Adesso questo cimitero, salendo a terrazze verso le antiche Mura Aureliane, ha un aspetto non meno romantico di quello “protestante” di Firenze. Qui giacciono i poeti inglesi Keats e Shelley, il figlio di Goethe, molti letterati e pittori di varie nazionalità, fra cui i russi Anton Ivanov, Vladimir Grigorovič, i fratelli Pavel e Aleksandr Svedomskij. Nello stesso luogo è sepolta anche T.L.Tolstaja-Suchotina, l’autrice delle memorie consegnate qualche anno fa a Mosca da sua figlia e pubblicate da noi poco tempo fa.
E risultato che a Monte Testaccio sono sepolte altre due persone che conobbero Puškin.

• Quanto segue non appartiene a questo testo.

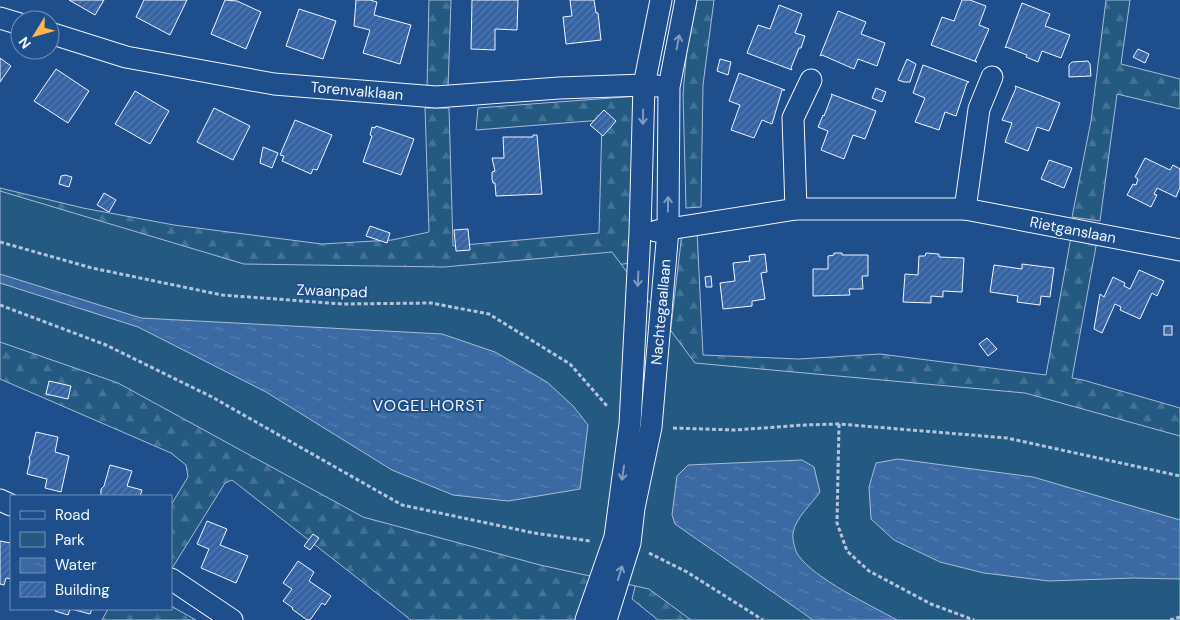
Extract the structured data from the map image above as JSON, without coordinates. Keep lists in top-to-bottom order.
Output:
{
  "streets": {
    "street": ["Torenvalklaan", "Rietganslaan", "Nachtegaallaan"],
    "path": ["Zwaanpad"]
  },
  "crossings": [
    ["Torenvalklaan", "Nachtegaallaan"],
    ["Rietganslaan", "Nachtegaallaan"],
    ["Zwaanpad", "Nachtegaallaan"]
  ],
  "districts": ["VOGELHORST"],
  "legend": [
    "Road",
    "Park",
    "Water",
    "Building"
  ],
  "north": "bottom left"
}
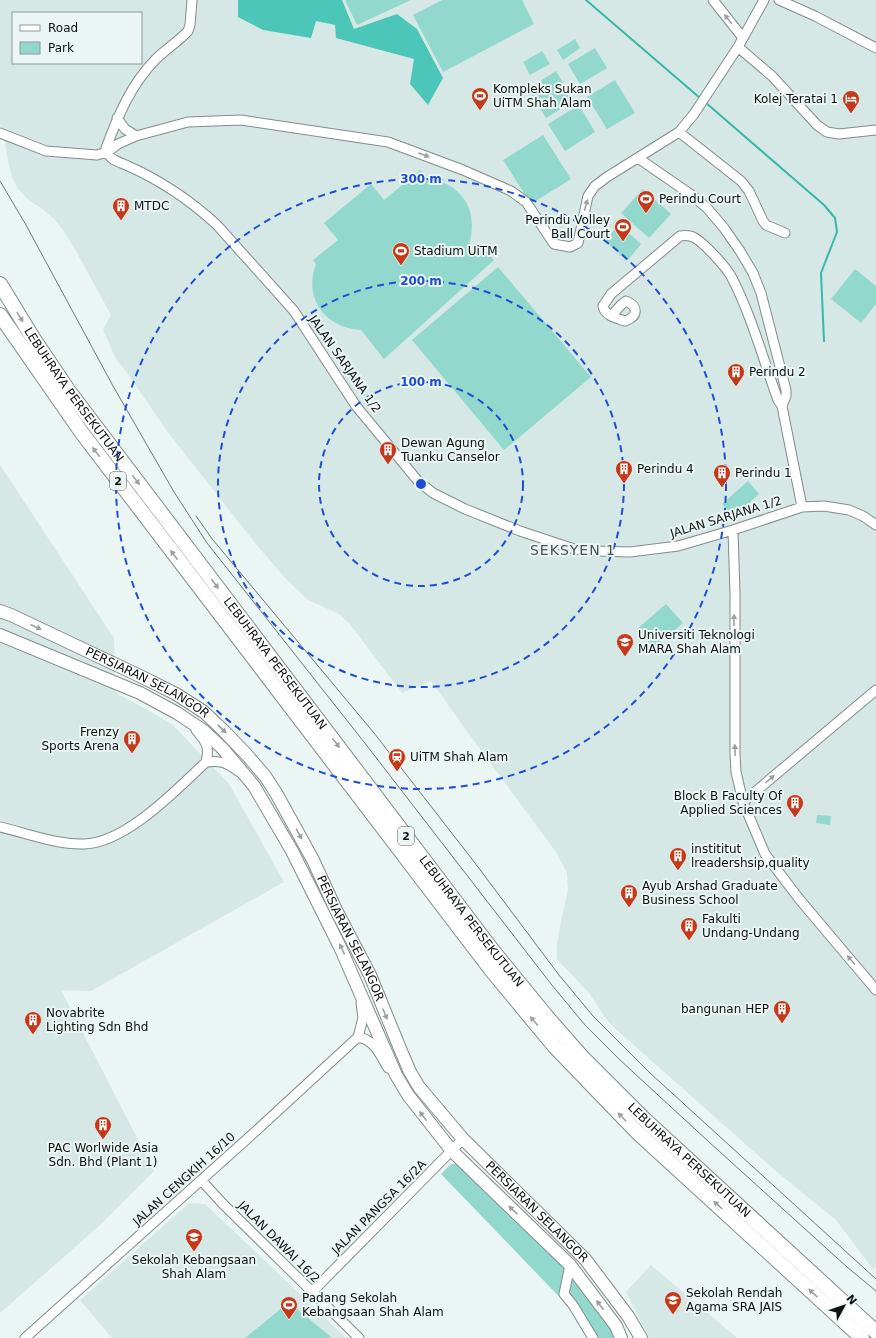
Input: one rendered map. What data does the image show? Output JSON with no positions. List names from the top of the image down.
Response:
{
  "streets": {
    "highway": ["LEBUHRAYA PERSEKUTUAN", "2"],
    "main road": ["PERSIARAN SELANGOR"],
    "street": [
      "JALAN SARJANA 1/2",
      "JALAN CENGKIH 16/10",
      "JALAN PANGSA 16/2A",
      "JALAN DAWAI 16/2"
    ]
  },
  "crossings": [
    ["PERSIARAN SELANGOR", "JALAN PANGSA 16/2A"],
    ["JALAN CENGKIH 16/10", "JALAN DAWAI 16/2"],
    ["JALAN PANGSA 16/2A", "JALAN DAWAI 16/2"]
  ],
  "districts": ["SEKSYEN 1"],
  "places": {
    "sports": [
      "Kompleks Sukan UiTM Shah Alam",
      "Perindu Court",
      "Perindu Volley Ball Court",
      "Stadium UiTM",
      "Padang Sekolah Kebangsaan Shah Alam"
    ],
    "hotel": ["Kolej Teratai 1"],
    "building": [
      "MTDC",
      "Perindu 2",
      "Dewan Agung Tuanku Canselor",
      "Perindu 4",
      "Perindu 1",
      "Frenzy Sports Arena",
      "Block B Faculty Of Applied Sciences",
      "instititut lreadershsip,quality",
      "Ayub Arshad Graduate Business School",
      "Fakulti Undang-Undang",
      "bangunan HEP",
      "Novabrite Lighting Sdn Bhd",
      "PAC Worlwide Asia Sdn. Bhd (Plant 1)"
    ],
    "school or university": ["Universiti Teknologi MARA Shah Alam", "Sekolah Kebangsaan Shah Alam", "Sekolah Rendah Agama SRA JAIS"],
    "station": ["UiTM Shah Alam"]
  },
  "legend": ["Road", "Park"],
  "north": "top right",
  "rings": ["300 m", "200 m", "100 m"]
}
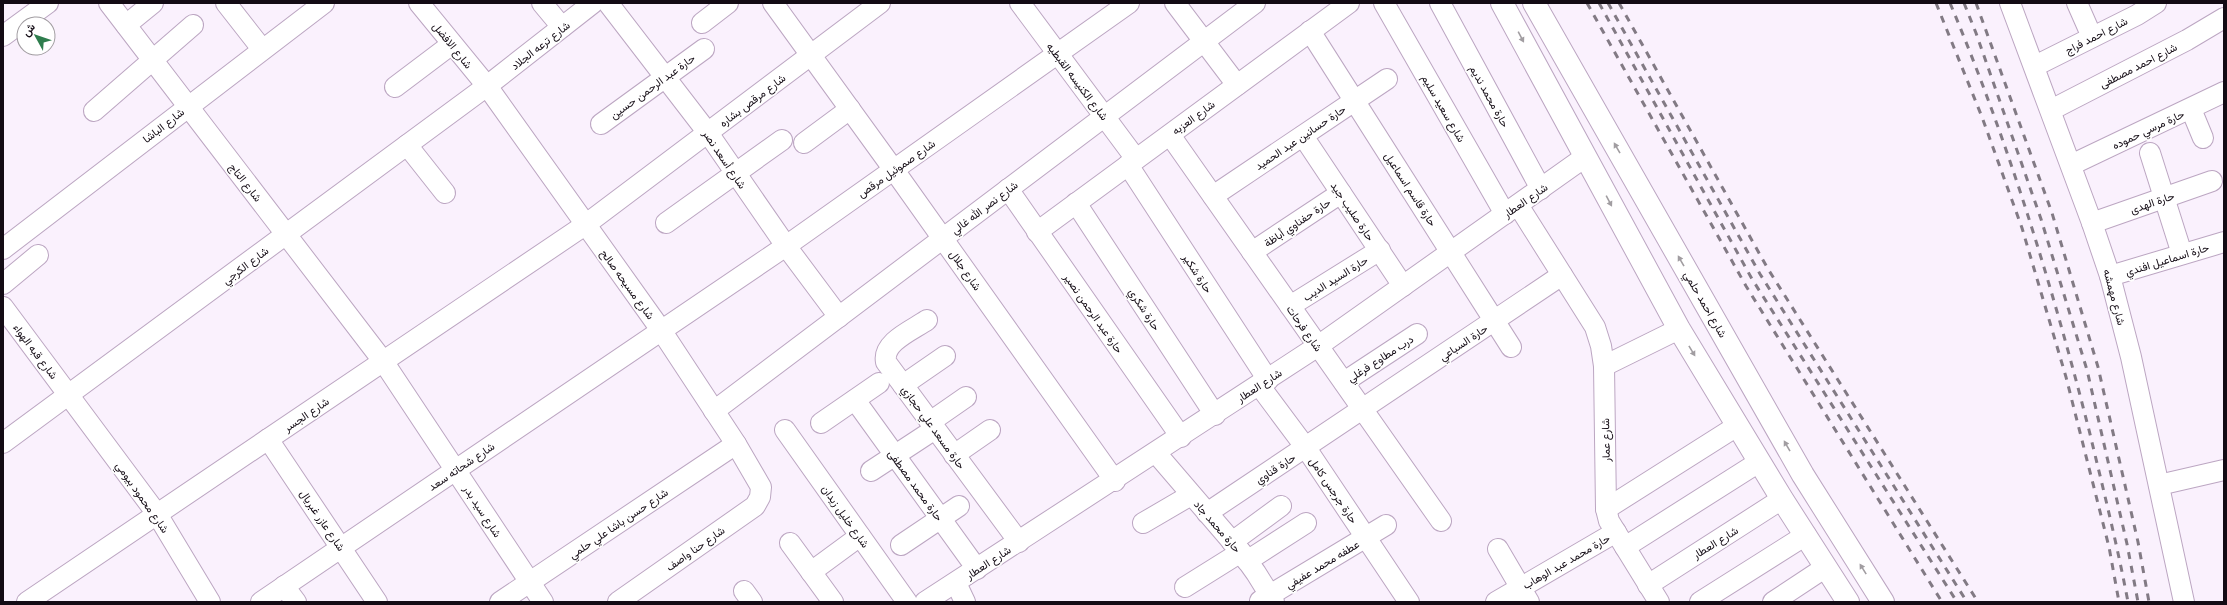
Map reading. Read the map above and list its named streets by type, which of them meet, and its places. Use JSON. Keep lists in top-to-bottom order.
{
  "streets": {
    "main road": ["شارع احمد حلمي"],
    "street": [
      "شارع احمد فراج",
      "شارع الافضل",
      "شارع ترعه الجلاد",
      "شارع احمد مصطفى",
      "شارع الكنيسه القبطيه",
      "حارة عبد الرحمن حسين",
      "حارة محمد نديم",
      "شارع مرقص بشاره",
      "شارع سعيد سليم",
      "شارع العزبه",
      "شارع الباشا",
      "حارة مرسي حموده",
      "حارة حسانين عبد الحميد",
      "شارع أسعد نصر",
      "شارع صموئيل مرقص",
      "شارع التاج",
      "حارة قاسم اسماعيل",
      "شارع العطار",
      "حارة الهدى",
      "شارع نصر الله غالي",
      "حارة صليب جيد",
      "حارة حفناوي أباظة",
      "حارة اسماعيل افندي",
      "شارع الكرجي",
      "شارع جلال",
      "حارة شكير",
      "حارة السيد الديب",
      "شارع مسيحه صالح",
      "شارع مهمشه",
      "حارة شكري",
      "حارة عبد الرحمن نصير",
      "شارع فرحات",
      "حارة السباعي",
      "شارع قبه الهواء",
      "درب مطاوع فرغلي",
      "شارع الجسر",
      "حارة مسعد علي حجازي",
      "شارع عمار",
      "شارع شحاته سعد",
      "حارة قناوي",
      "حارة محمد مصطفى",
      "حارة جرجس كامل",
      "شارع محمود بيومي",
      "شارع سيد بدر",
      "شارع خليل زيدان",
      "شارع عازر غبريال",
      "شارع حسن باشا علي حلمي",
      "حارة محمد جاد",
      "شارع حنا واصف",
      "حارة محمد عبد الوهاب",
      "عطفه محمد عفيفي"
    ]
  },
  "crossings": [
    ["شارع احمد فراج", "شارع مهمشه"],
    ["شارع الافضل", "شارع ترعه الجلاد"],
    ["شارع الافضل", "شارع الكرجي"],
    ["شارع الافضل", "شارع مسيحه صالح"],
    ["شارع ترعه الجلاد", "شارع الكرجي"],
    ["شارع ترعه الجلاد", "شارع مسيحه صالح"],
    ["شارع احمد مصطفى", "شارع مهمشه"],
    ["شارع الكنيسه القبطيه", "شارع العزبه"],
    ["شارع الكنيسه القبطيه", "شارع صموئيل مرقص"],
    ["شارع الكنيسه القبطيه", "شارع نصر الله غالي"],
    ["شارع الكنيسه القبطيه", "حارة شكير"],
    ["حارة عبد الرحمن حسين", "شارع أسعد نصر"],
    ["حارة محمد نديم", "شارع العطار"],
    ["شارع مرقص بشاره", "شارع أسعد نصر"],
    ["شارع مرقص بشاره", "شارع جلال"],
    ["شارع مرقص بشاره", "شارع مسيحه صالح"],
    ["شارع مرقص بشاره", "شارع الجسر"],
    ["شارع سعيد سليم", "شارع العطار"],
    ["شارع سعيد سليم", "حارة السباعي"],
    ["شارع سعيد سليم", "شارع عمار"],
    ["شارع العزبه", "حارة قاسم اسماعيل"],
    ["شارع العزبه", "حارة شكير"],
    ["شارع العزبه", "حارة شكري"],
    ["شارع العزبه", "حارة عبد الرحمن نصير"],
    ["شارع العزبه", "شارع فرحات"],
    ["شارع الباشا", "شارع التاج"],
    ["حارة مرسي حموده", "شارع مهمشه"],
    ["حارة حسانين عبد الحميد", "حارة قاسم اسماعيل"],
    ["حارة حسانين عبد الحميد", "حارة صليب جيد"],
    ["حارة حسانين عبد الحميد", "شارع فرحات"],
    ["شارع أسعد نصر", "شارع صموئيل مرقص"],
    ["شارع أسعد نصر", "شارع نصر الله غالي"],
    ["شارع صموئيل مرقص", "شارع جلال"],
    ["شارع صموئيل مرقص", "شارع مسيحه صالح"],
    ["شارع صموئيل مرقص", "شارع شحاته سعد"],
    ["شارع التاج", "شارع الكرجي"],
    ["شارع التاج", "شارع الجسر"],
    ["شارع التاج", "شارع سيد بدر"],
    ["حارة قاسم اسماعيل", "شارع العطار"],
    ["حارة قاسم اسماعيل", "حارة السباعي"],
    ["شارع العطار", "حارة صليب جيد"],
    ["شارع العطار", "شارع جلال"],
    ["شارع العطار", "حارة شكير"],
    ["شارع العطار", "حارة شكري"],
    ["شارع العطار", "حارة عبد الرحمن نصير"],
    ["شارع العطار", "شارع فرحات"],
    ["شارع العطار", "حارة مسعد علي حجازي"],
    ["شارع العطار", "شارع عمار"],
    ["شارع العطار", "حارة محمد مصطفى"],
    ["شارع العطار", "حارة جرجس كامل"],
    ["شارع العطار", "حارة محمد جاد"],
    ["حارة الهدى", "شارع مهمشه"],
    ["شارع نصر الله غالي", "شارع جلال"],
    ["شارع نصر الله غالي", "شارع مسيحه صالح"],
    ["شارع نصر الله غالي", "حارة عبد الرحمن نصير"],
    ["حارة صليب جيد", "حارة حفناوي أباظة"],
    ["حارة صليب جيد", "حارة السيد الديب"],
    ["حارة حفناوي أباظة", "شارع فرحات"],
    ["حارة اسماعيل افندي", "شارع مهمشه"],
    ["شارع الكرجي", "شارع مسيحه صالح"],
    ["شارع الكرجي", "شارع قبه الهواء"],
    ["شارع الكرجي", "شارع محمود بيومي"],
    ["حارة شكير", "حارة جرجس كامل"],
    ["حارة السيد الديب", "شارع فرحات"],
    ["شارع مسيحه صالح", "شارع الجسر"],
    ["شارع مسيحه صالح", "شارع شحاته سعد"],
    ["شارع مسيحه صالح", "شارع حسن باشا علي حلمي"],
    ["شارع مسيحه صالح", "شارع حنا واصف"],
    ["شارع فرحات", "حارة السباعي"],
    ["شارع فرحات", "درب مطاوع فرغلي"],
    ["شارع فرحات", "حارة قناوي"],
    ["حارة السباعي", "شارع عمار"],
    ["حارة السباعي", "حارة قناوي"],
    ["شارع قبه الهواء", "شارع محمود بيومي"],
    ["شارع الجسر", "شارع محمود بيومي"],
    ["شارع الجسر", "شارع سيد بدر"],
    ["شارع الجسر", "شارع عازر غبريال"],
    ["شارع عمار", "حارة محمد عبد الوهاب"],
    ["شارع شحاته سعد", "شارع سيد بدر"],
    ["شارع شحاته سعد", "شارع عازر غبريال"],
    ["حارة قناوي", "حارة جرجس كامل"],
    ["حارة قناوي", "حارة محمد جاد"],
    ["حارة جرجس كامل", "عطفه محمد عفيفي"],
    ["شارع سيد بدر", "شارع حسن باشا علي حلمي"],
    ["حارة محمد جاد", "عطفه محمد عفيفي"]
  ],
  "north": "top left"
}
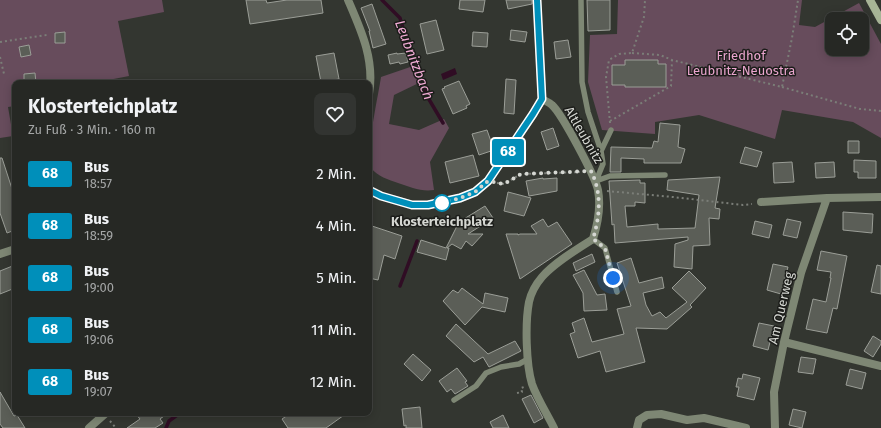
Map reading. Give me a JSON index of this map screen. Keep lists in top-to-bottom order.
{
  "streets": {
    "street": ["Altleubnitz", "Am Querweg"]
  },
  "water": ["Leubnitzbach"],
  "parks": ["Friedhof Leubnitz-Neuostra"],
  "places": ["Klosterteichplatz"],
  "lines": ["bus line 68"],
  "page": {
    "on_map": "68",
    "heading": ["Klosterteichplatz", "Zu Fuß · 3 Min. · 160 m"],
    "list": [
      {
        "mark": "68",
        "name": "Bus",
        "note": "18:57",
        "value": "2 Min."
      },
      {
        "mark": "68",
        "name": "Bus",
        "note": "18:59",
        "value": "4 Min."
      },
      {
        "mark": "68",
        "name": "Bus",
        "note": "19:00",
        "value": "5 Min."
      },
      {
        "mark": "68",
        "name": "Bus",
        "note": "19:06",
        "value": "11 Min."
      },
      {
        "mark": "68",
        "name": "Bus",
        "note": "19:07",
        "value": "12 Min."
      }
    ]
  }
}
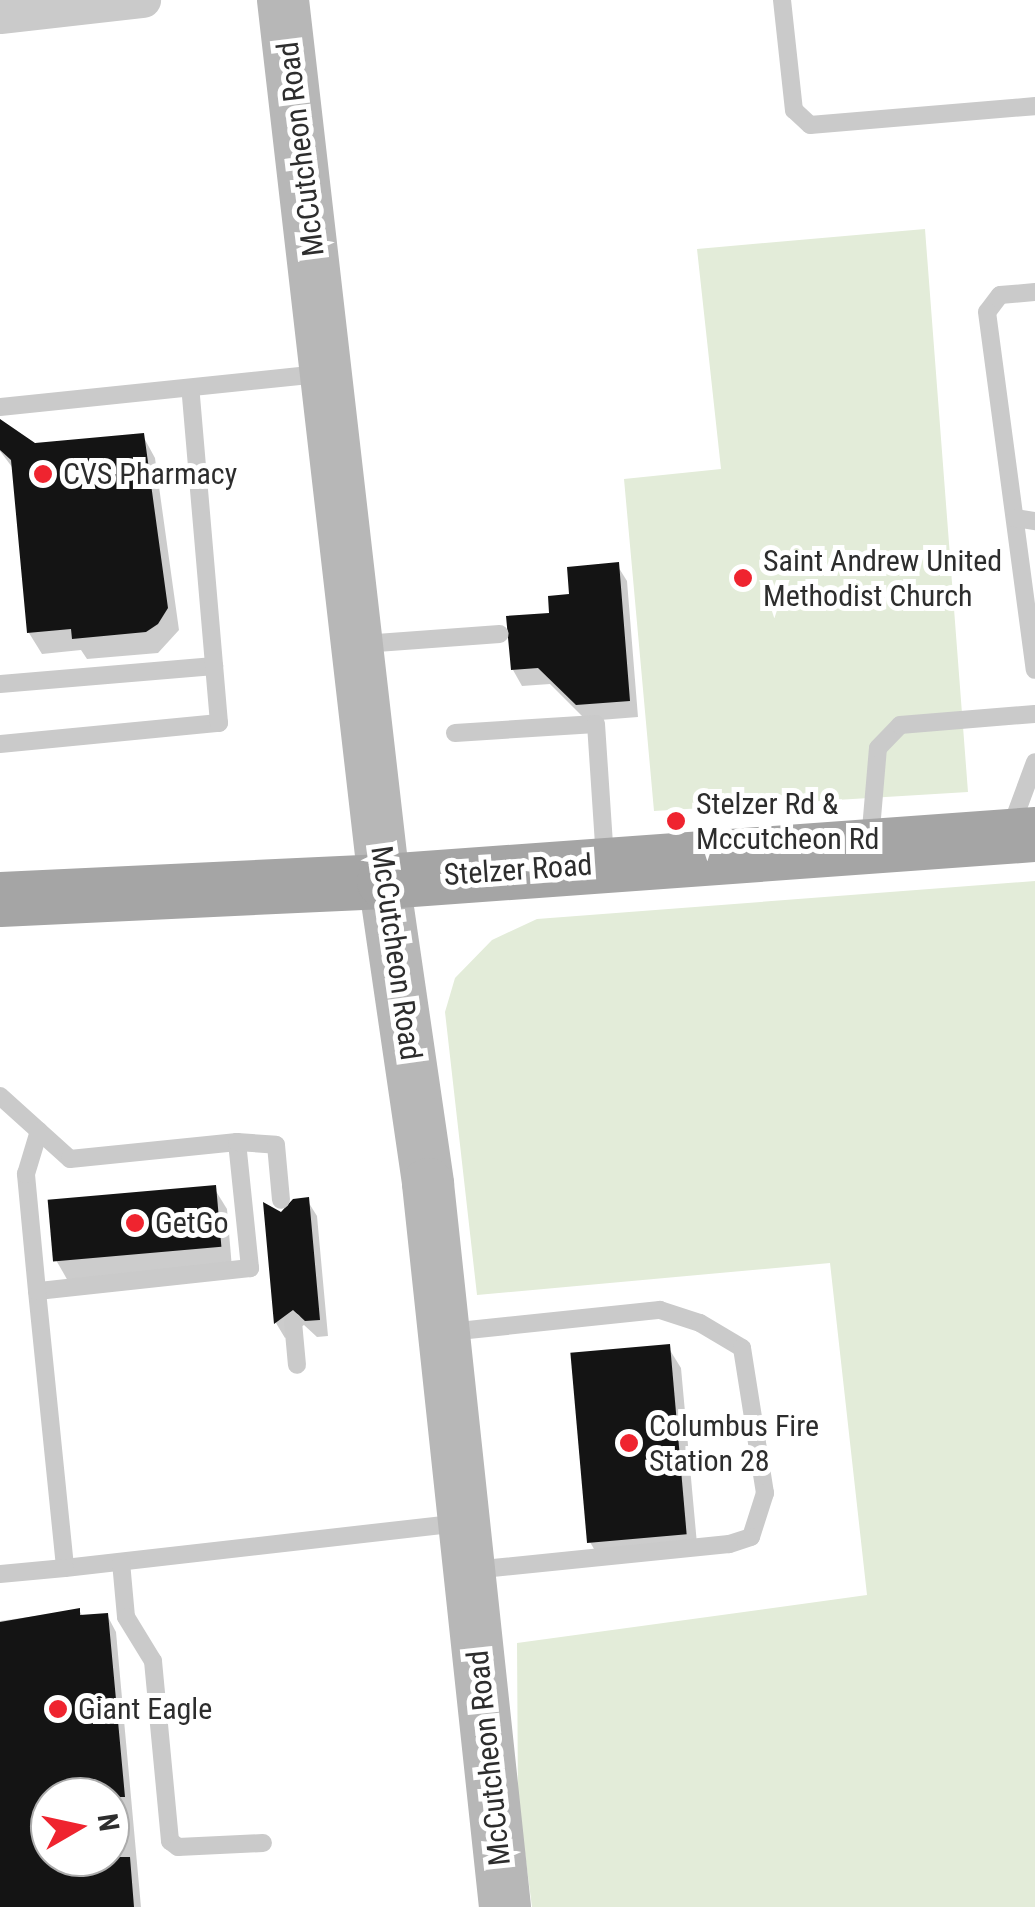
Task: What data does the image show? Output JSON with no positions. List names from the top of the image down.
{
  "streets": {
    "main road": ["McCutcheon Road", "Stelzer Road"]
  },
  "crossings": [
    ["McCutcheon Road", "Stelzer Road"]
  ],
  "places": [
    "CVS Pharmacy",
    "Saint Andrew United Methodist Church",
    "Stelzer Rd & Mccutcheon Rd",
    "GetGo",
    "Columbus Fire Station 28",
    "Giant Eagle"
  ],
  "north": "right"
}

Uno di loro è il decabrista Zachar Grigor’evič Černyšev, morto, come ha permesso di appurare una annotazione nel registro, il 23 maggio del 1862. La tomba di Černyšev non si è conservata, ma il suo nome e cognome sono scolpiti nella lapide fissata sulle Mura Aureliane, dalla parte del cimitero. Sotto ad essa è l’ossario con le spoglie di coloro, le cui tombe sono state distrutte.
Sotto una grossa lastra di granito rosso scuro giace sul Monte Testaccio Sof’ja Alekseevna Raevskaja, nata Konstantinova, nipote di M.V.Lomonosov e vedova dell’eroe della Grande Guerra Patria del 1812, generale di cavalleria N.N.Raevskij. Puškin fu in rapporti d’amicizia con molti membri della loro famiglia, e per la stessa Sof’ja Alekseevna si adoperò dopo la morte del marito per farle ottenere la pensione.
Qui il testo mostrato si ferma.